A couple weeks after my last post, Jing, Lily, and I spent a night in Shanghai for independent travel. We booked our own plane tickets and hotel; it was very independent. Shanghai is not what I remembered it being like when I lived there 11 years ago. I mean, I WAS only five years old, but I don't remember it feeling like living in a New York City/San Francisco-fusion type of place. I hate to admit it, but the trip wasn't very "cultured". We had planned on getting a genuine Chinese dinner, but Sky High, an '05 classic, was on HBO, so we ordered room service. There's not much about the city that reminded me of China, besides the cab drivers. Honestly, the cab drivers all over this country are the same. They audibly and irritatedly sigh when there's traffic, and they get annoyed when you play your own music with your portable speaker. So rude, right? I digress.
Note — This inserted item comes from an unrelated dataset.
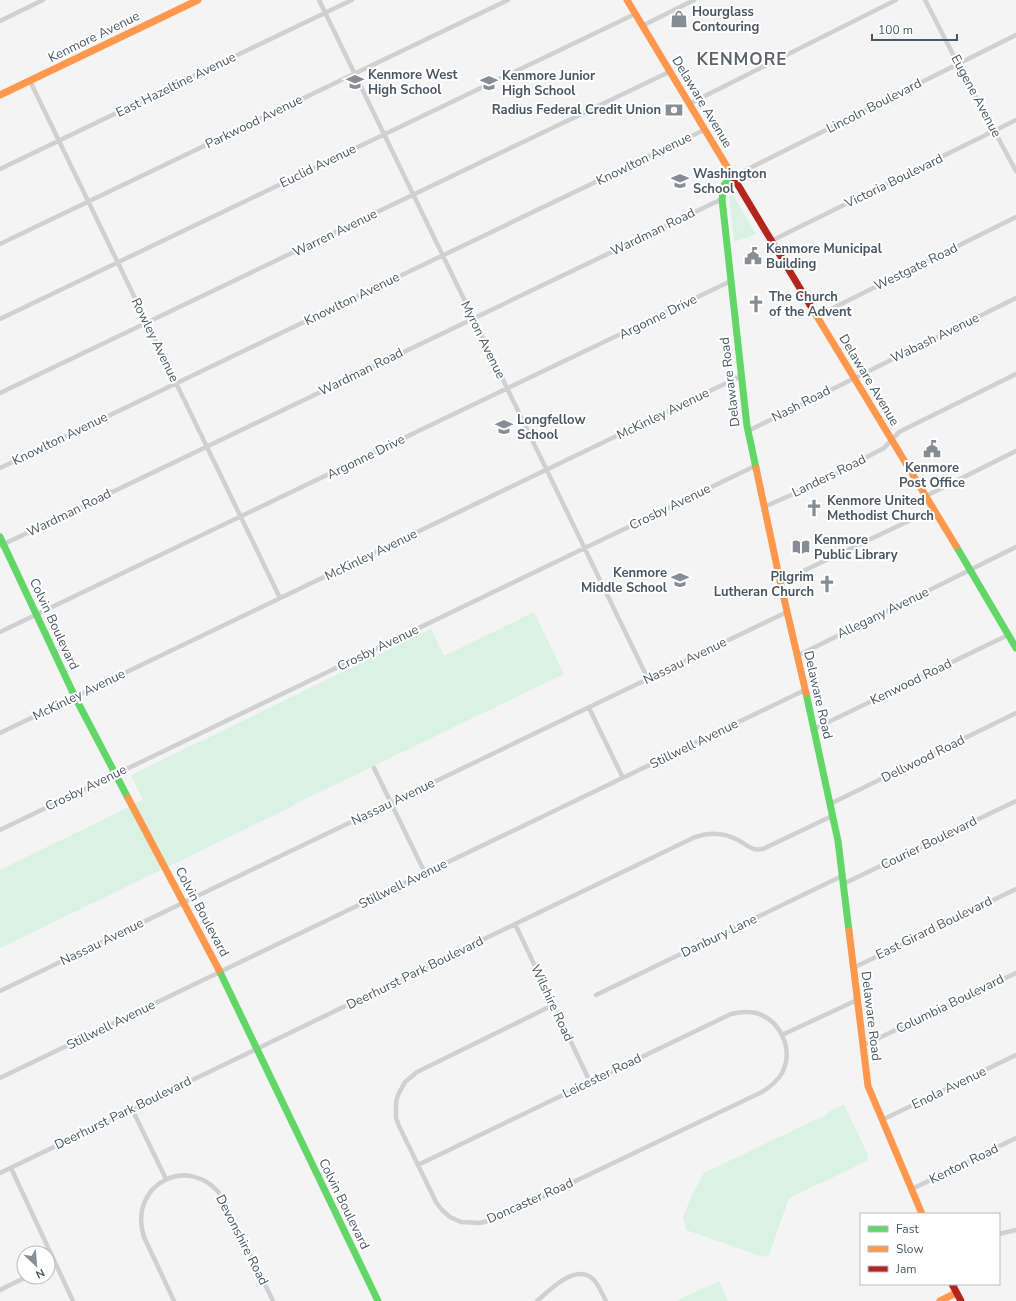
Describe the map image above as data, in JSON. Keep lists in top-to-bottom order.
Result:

There was many things about that trip that made it really memorable, despite it being only one night. I got to revisit one of the cities I lived in during my childhood, not to mention one of the most "happening" cities in the world. I had the best sushi I've ever had in my life, courtesy of Jing's dad's friend, who lives in the city. But I think the coolest part was the independent aspect of it. The three of us explored the city on our own, without the help nor guidance of adults. Not only did we make it out alive, we had an amazing time. The only complaint I had about it was that the entire trip costed nearly a total of $400, but I think it's my own fault that i spent $200 of that on a "genuine fake" Prada and a Louis Vuitton purse for my mom and myself. The process of buying these purses felt similar to that of a drug deal. Lily kept in contact with her tour guide from when she had visited Shanghai with her parents, and the tour guide referred us to a purse guy. He rode his scooter to our hotel, the Renaissance Yu Gardens, and rode next to our cab to his stash. The stash was located in the very back of a restaurant, in a shed. Originally he had wanted $510 dollars for one purse, but after 45 minutes or so, me and lily made a deal with him, buying a Chanel clutch and the two purses for $300 total. The purses are so cute, and they are pretty spot on, as they are factory rejects because of an erroneous stitch. I'm telling you, it was worth it. In summation, it was a great time, filled with lots of walking and window shopping and some actual shopping, but I don't think Shanghai beats Beijing. There's just something about Beijing's polluted, crowded, dusty, busy atmosphere that I find totally charming.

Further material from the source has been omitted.